_INSTRUCTIONS TO FOLLOW_
Omit any pictures, and restate word for word only the lines from the one with "I am building" through the end of the data below.

_MATERIAL FOR THE TASK_
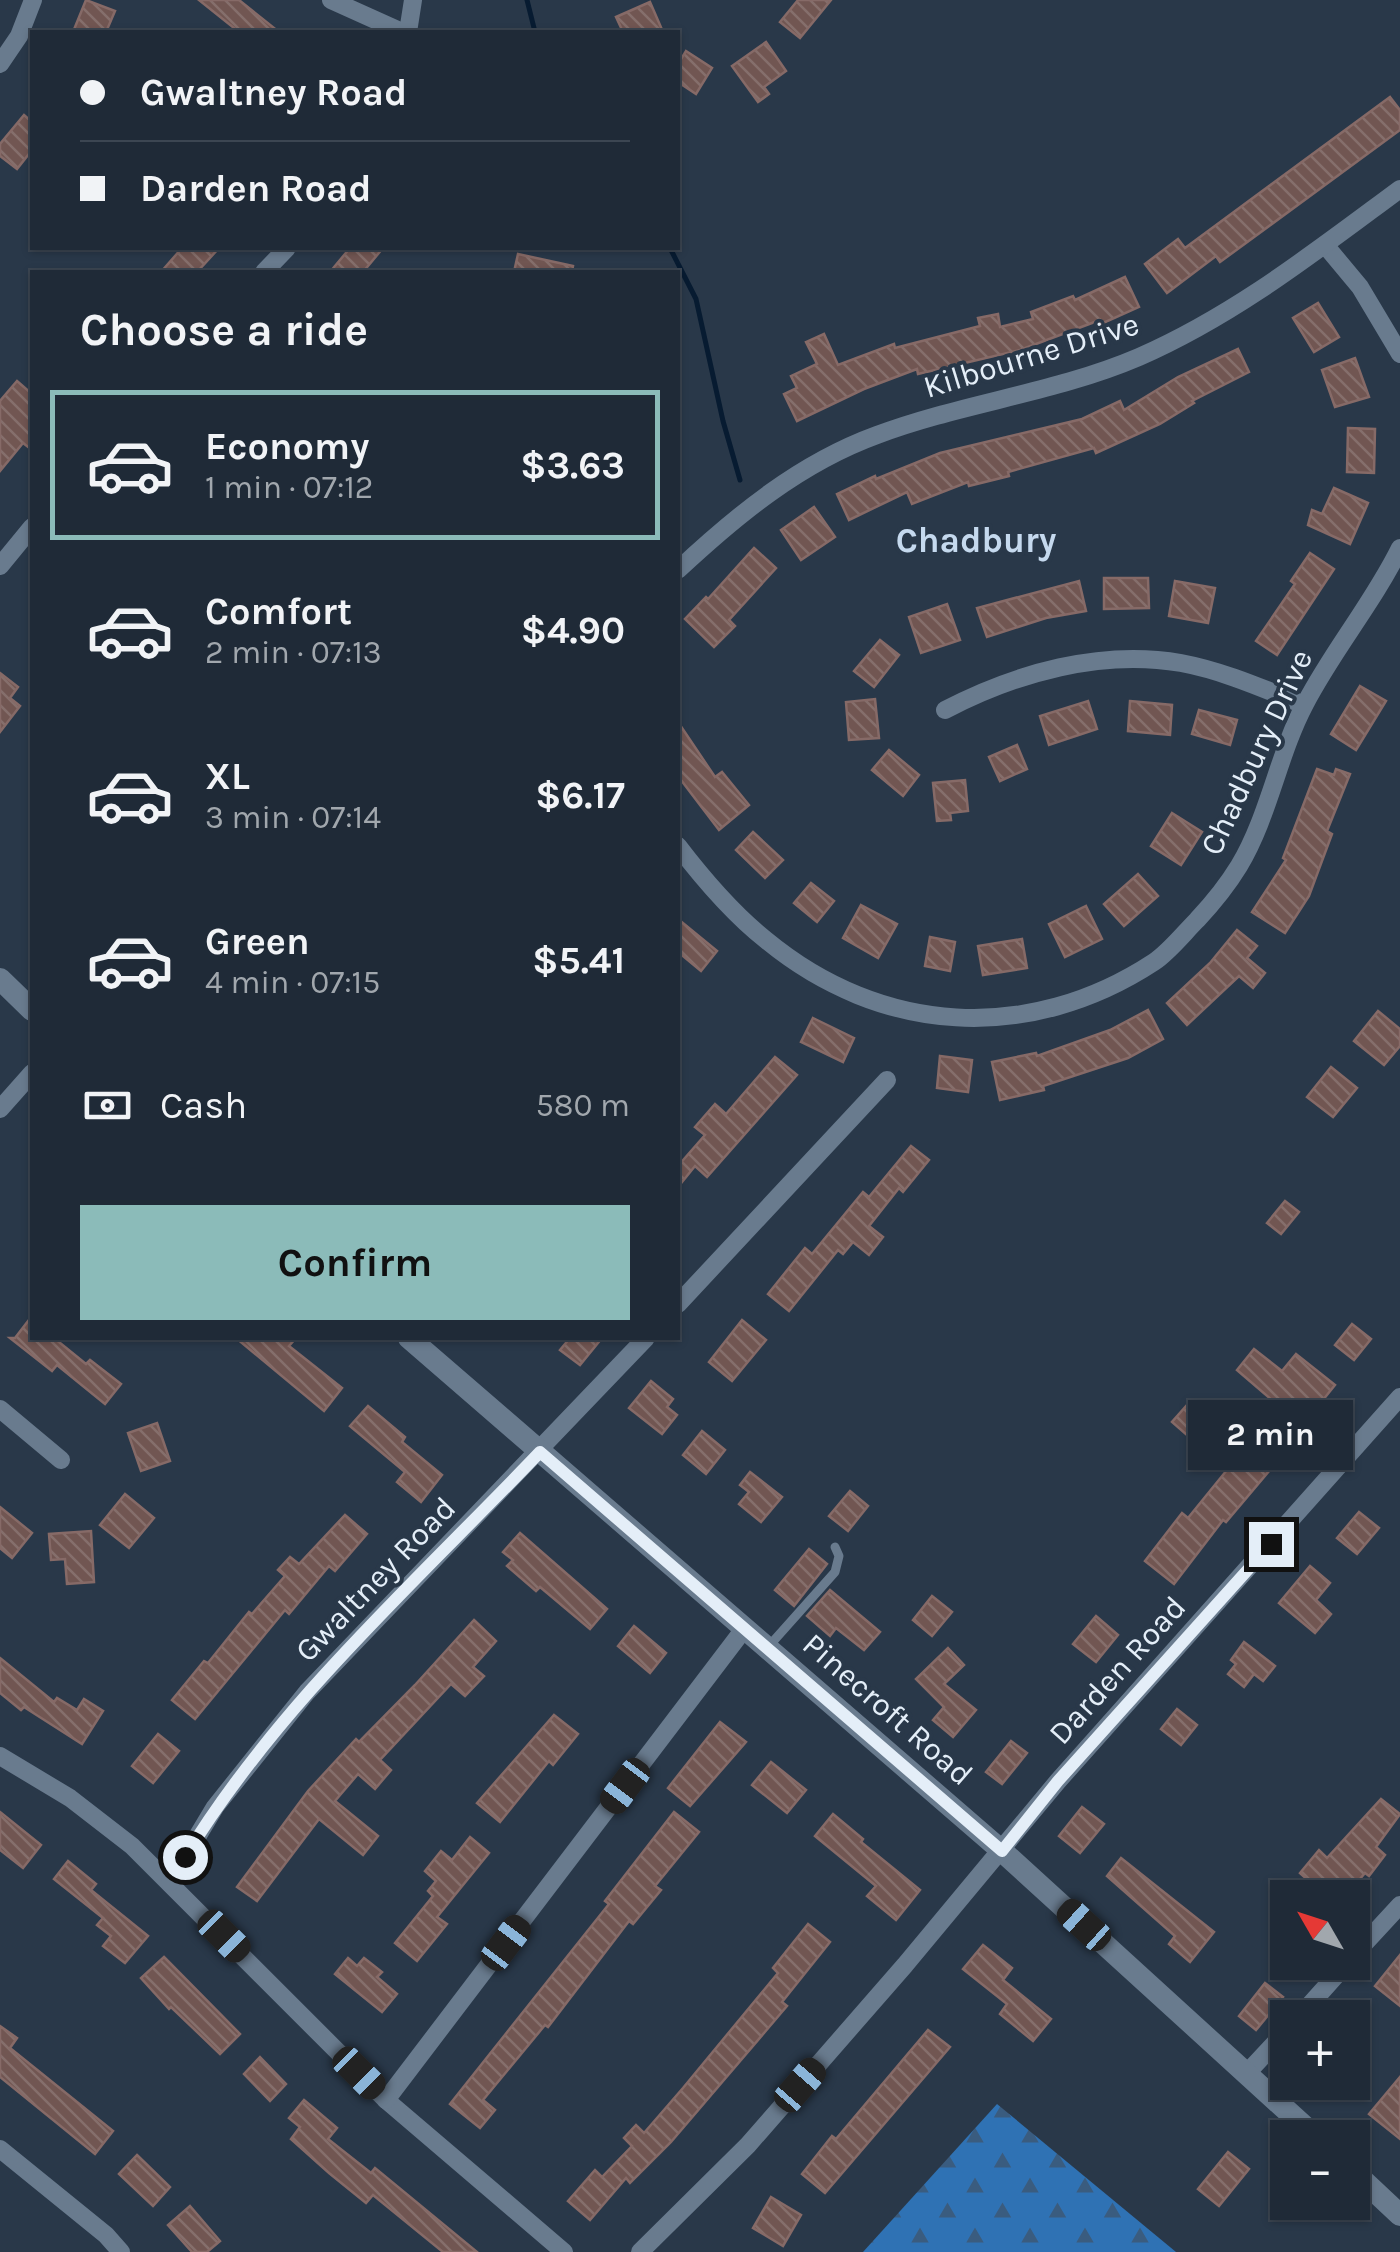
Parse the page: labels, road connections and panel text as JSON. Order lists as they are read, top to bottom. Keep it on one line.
{"streets":{"street":["Kilbourne Drive","Chadbury Drive","Gwaltney Road","Darden Road","Pinecroft Road"]},"crossings":[["Gwaltney Road","Pinecroft Road"],["Darden Road","Pinecroft Road"]],"districts":["Chadbury"],"north":"top left","page":{"banner":["Gwaltney Road","Darden Road"],"heading":"Choose a ride","list":[{"name":"Economy","note":"1 min · 07:12","value":"$3.63"},{"name":"Comfort","note":"2 min · 07:13","value":"$4.90"},{"name":"XL","note":"3 min · 07:14","value":"$6.17"},{"name":"Green","note":"4 min · 07:15","value":"$5.41"}],"pay":["Cash","580 m"],"buttons":"Confirm","bubble":"2 min","map_buttons":["+","−"]}}
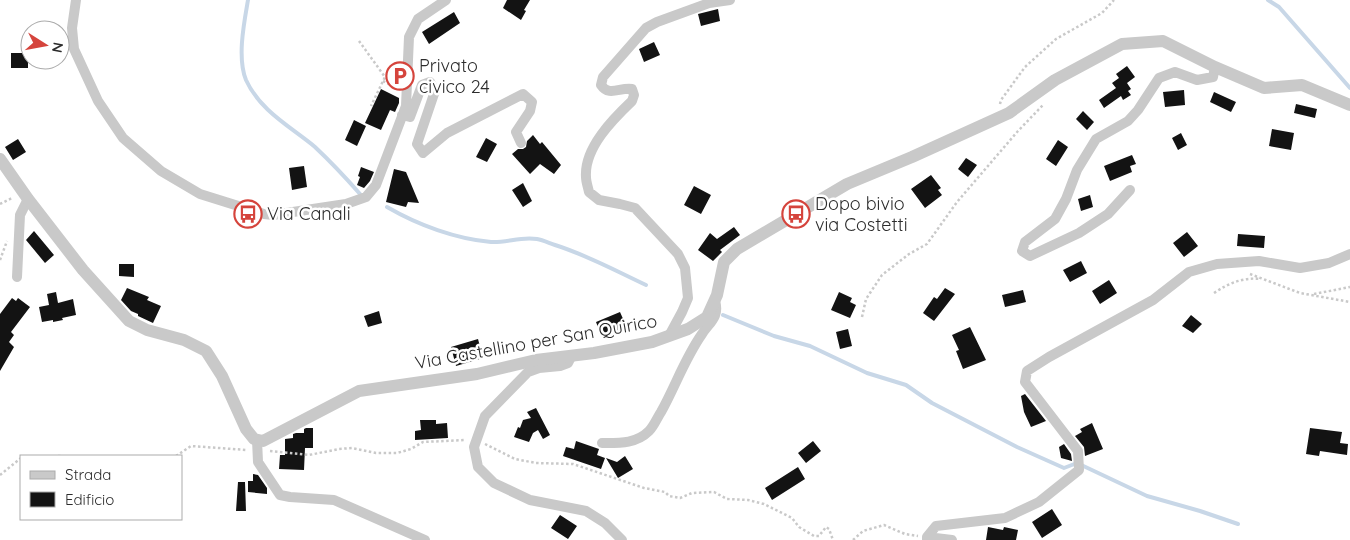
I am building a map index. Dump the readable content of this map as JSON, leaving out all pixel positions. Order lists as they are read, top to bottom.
{
  "streets": {
    "street": ["Via Castellino per San Quirico"]
  },
  "places": {
    "parking": ["Privato civico 24"],
    "bus stop": ["Via Canali", "Dopo bivio via Costetti"]
  },
  "legend": ["Strada", "Edificio"],
  "north": "right"
}
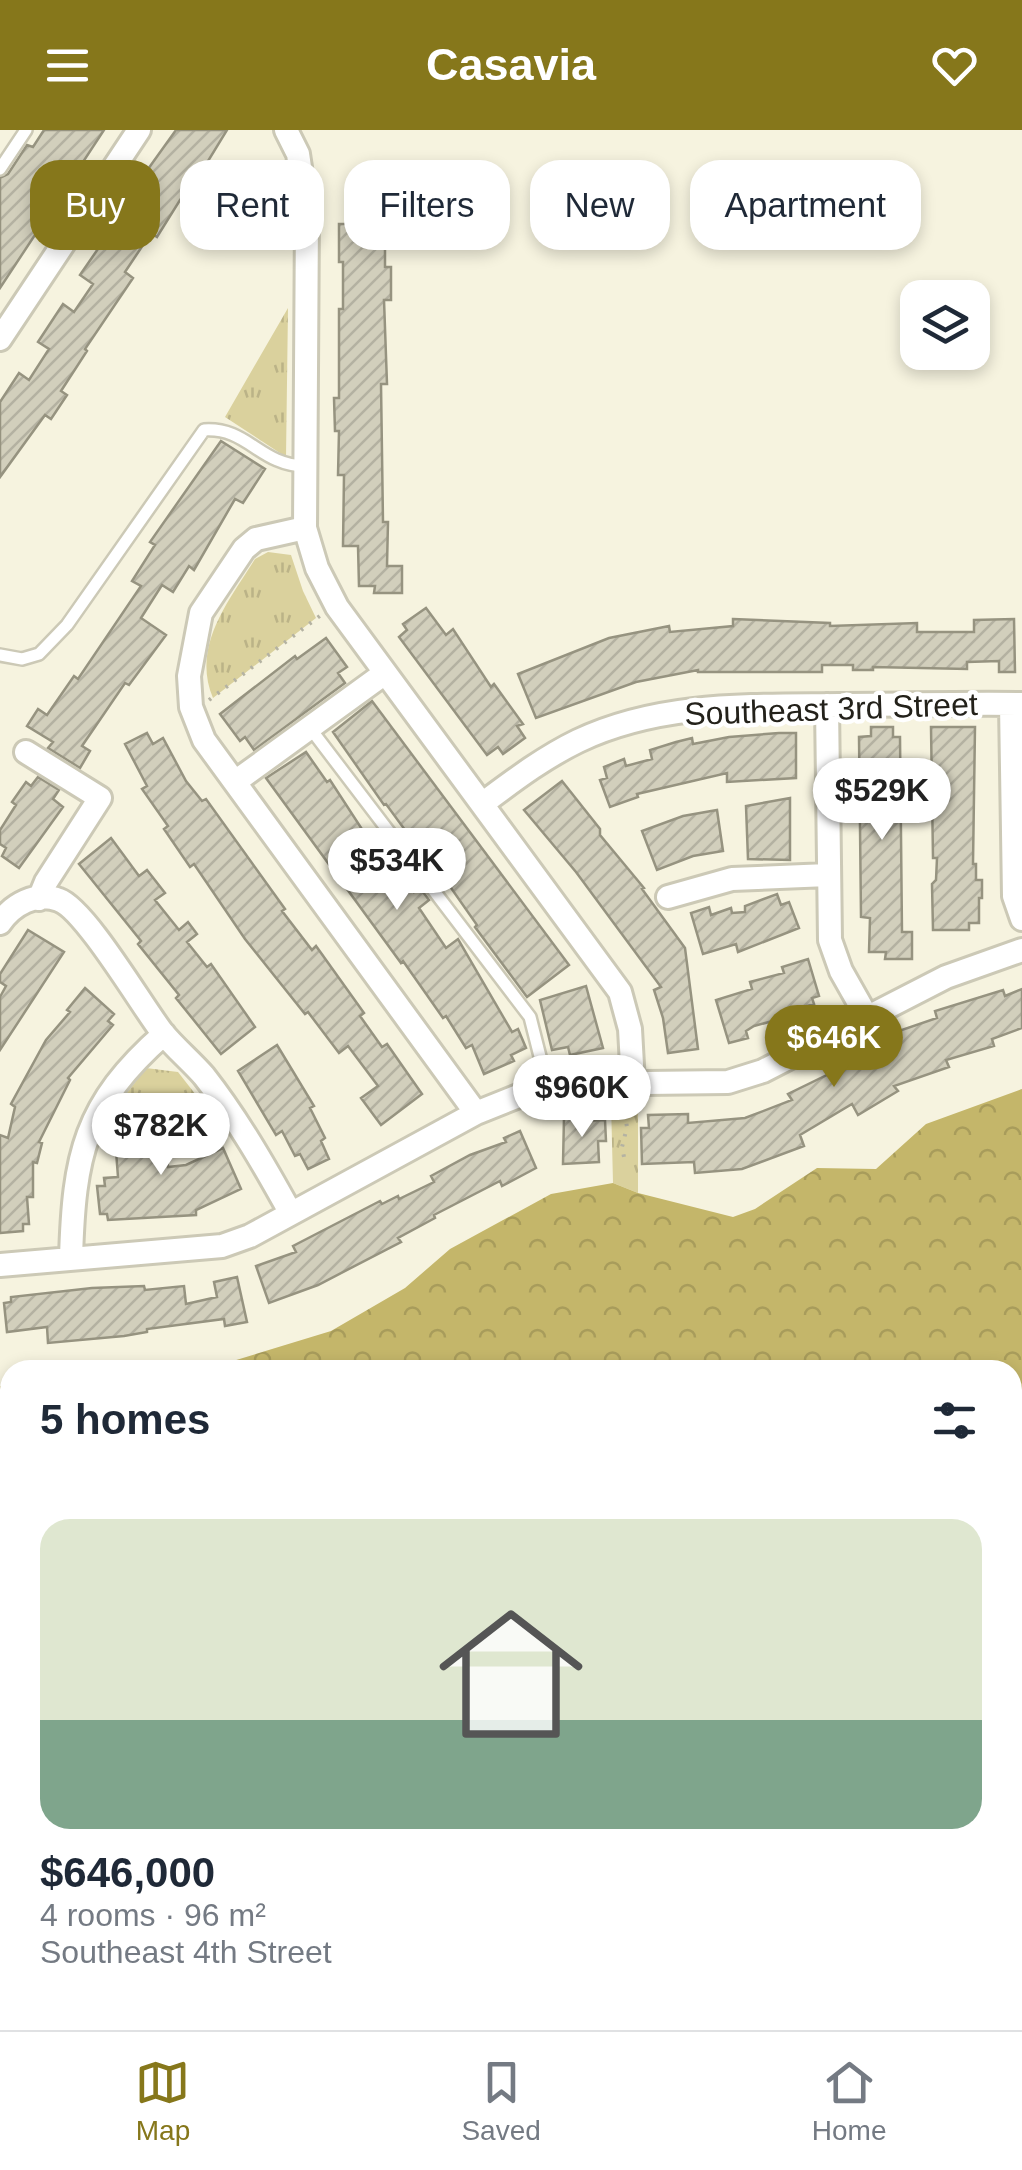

_ANSWER TO THE PROBLEM_
I am building a map index. Dump the readable content of this map as JSON, leaving out all pixel positions. Order lists as they are read, top to bottom.
{
  "streets": {
    "street": ["Via Castellino per San Quirico"]
  },
  "places": {
    "parking": ["Privato civico 24"],
    "bus stop": ["Via Canali", "Dopo bivio via Costetti"]
  },
  "legend": ["Strada", "Edificio"],
  "north": "right"
}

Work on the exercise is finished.